### Recorded data
==========
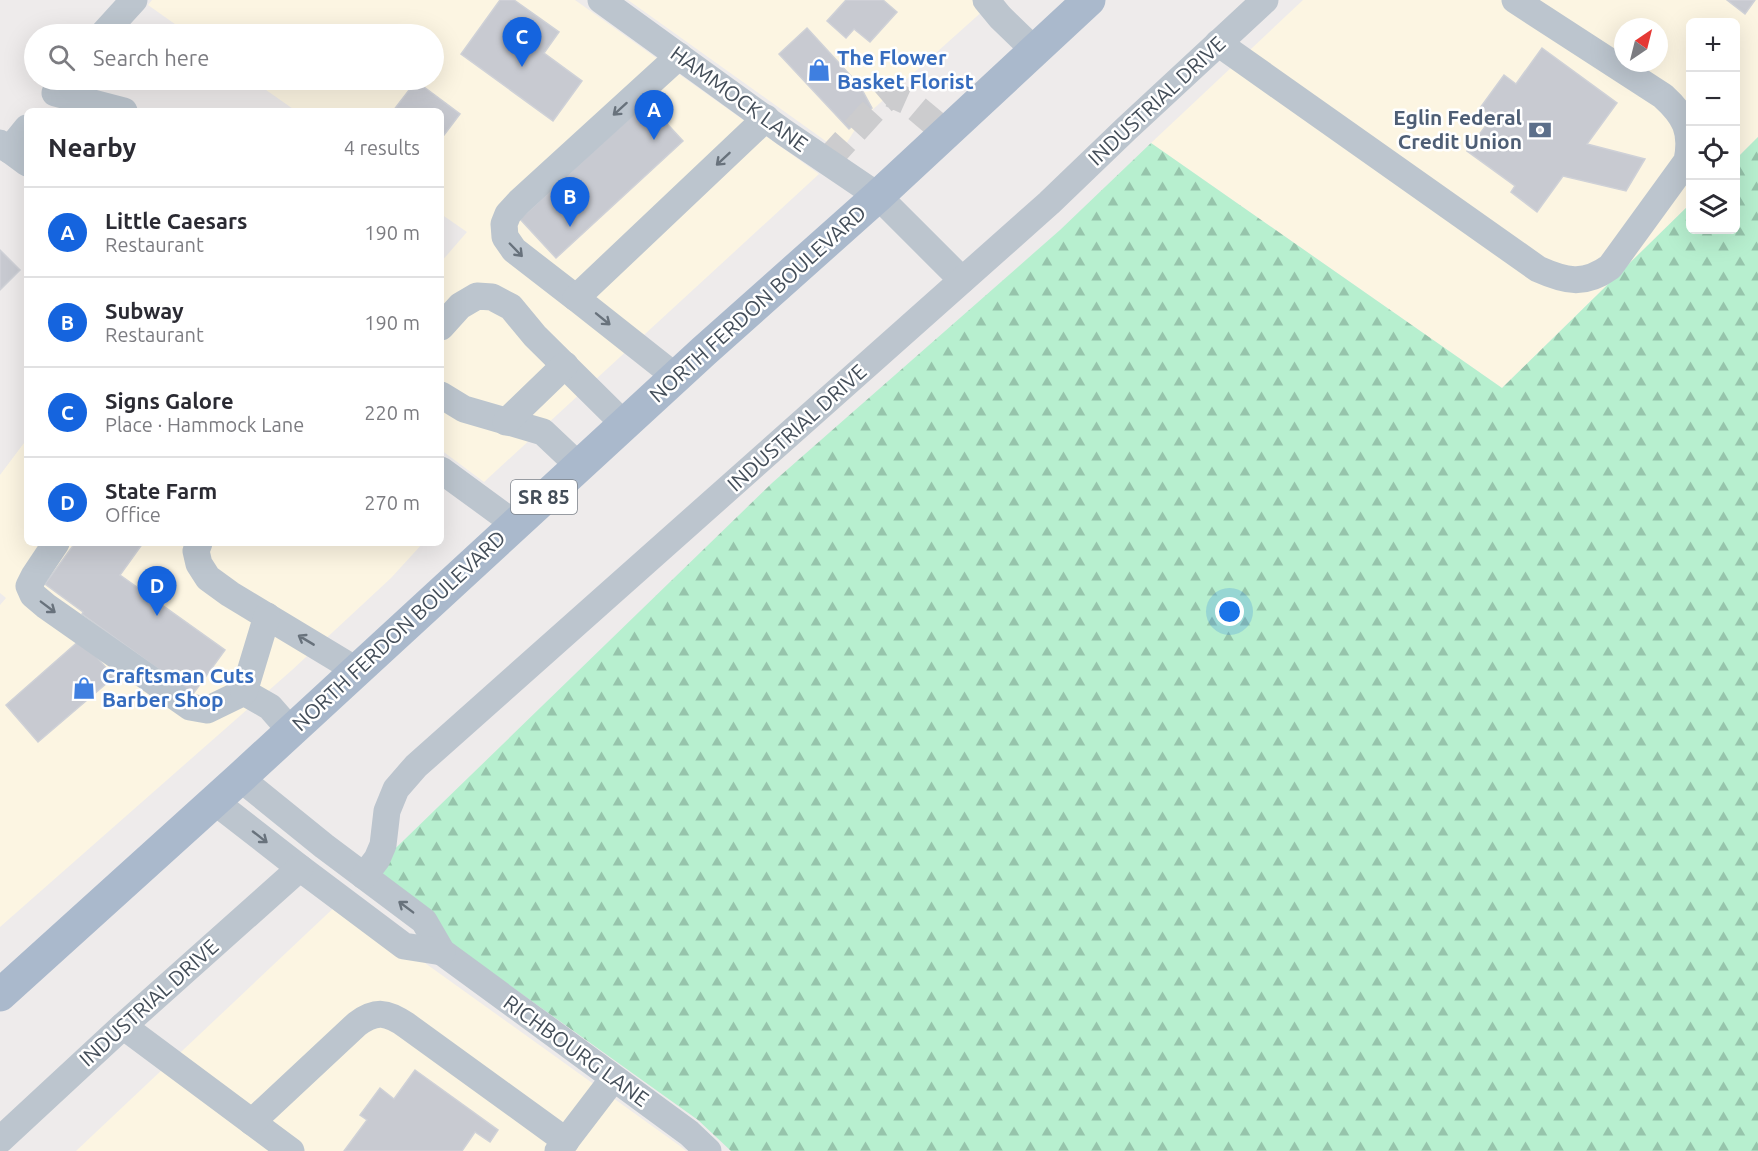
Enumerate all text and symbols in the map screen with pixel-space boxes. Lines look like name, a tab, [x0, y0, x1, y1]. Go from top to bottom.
pin: C	[502, 17, 542, 67]
north arrow	[1614, 18, 1668, 72]
map controls	[1686, 18, 1740, 234]
button: +	[1686, 18, 1740, 72]
search box	[24, 24, 444, 90]
street label: INDUSTRIAL DRIVE	[1083, 31, 1230, 170]
icon: search	[45, 41, 78, 74]
street label: HAMMOCK LANE	[666, 41, 813, 156]
text: Search here	[93, 45, 209, 70]
place label: The Flower Basket Florist	[837, 45, 974, 93]
shop icon: The Flower Basket Florist	[806, 57, 832, 83]
button: −	[1686, 72, 1740, 126]
pin: A	[634, 90, 674, 140]
one-way arrow	[613, 102, 628, 116]
place label: Eglin Federal Credit Union	[1393, 105, 1522, 153]
bank icon: Eglin Federal Credit Union	[1527, 117, 1553, 143]
button: locate	[1686, 126, 1740, 180]
text: Nearby	[48, 133, 136, 162]
text: 4 results	[344, 136, 420, 159]
one-way arrow	[716, 151, 731, 166]
pin: B	[550, 178, 590, 227]
button: layers	[1686, 180, 1740, 234]
street label: NORTH FERDON BOULEVARD	[644, 200, 870, 407]
text: Little Caesars	[105, 208, 247, 233]
text: A	[60, 221, 75, 244]
text: 190 m	[364, 221, 420, 244]
text: Restaurant	[105, 233, 204, 256]
one-way arrow	[509, 243, 523, 258]
text: Subway	[105, 298, 184, 323]
text: B	[61, 311, 74, 334]
text: 190 m	[364, 311, 420, 334]
one-way arrow	[595, 313, 611, 326]
text: Restaurant	[105, 323, 204, 346]
street label: INDUSTRIAL DRIVE	[722, 359, 871, 496]
text: Signs Galore	[105, 388, 234, 413]
text: C	[61, 401, 74, 424]
text: 220 m	[364, 401, 420, 424]
text: Place · Hammock Lane	[105, 413, 304, 436]
text: State Farm	[105, 478, 217, 503]
road number: SR 85	[511, 480, 577, 514]
text: D	[60, 491, 75, 514]
text: 270 m	[364, 491, 420, 514]
text: Office	[105, 503, 161, 526]
street label: NORTH FERDON BOULEVARD	[287, 525, 510, 735]
pin: D	[138, 566, 176, 616]
your location	[1215, 597, 1244, 626]
one-way arrow	[39, 600, 55, 613]
one-way arrow	[298, 633, 315, 645]
place label: Craftsman Cuts Barber Shop	[102, 663, 254, 711]
shop icon: Craftsman Cuts Barber Shop	[71, 675, 97, 701]
one-way arrow	[252, 830, 268, 843]
one-way arrow	[398, 901, 414, 914]
street label: INDUSTRIAL DRIVE	[74, 934, 223, 1071]
street label: RICHBOURG LANE	[499, 990, 654, 1111]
==========
### PROBLEM REQUIREMENTS
In the entries above, find each line containing the string "Barber" and copy it.

### SOLUTION
place label: Craftsman Cuts Barber Shop	[102, 663, 254, 711]
shop icon: Craftsman Cuts Barber Shop	[71, 675, 97, 701]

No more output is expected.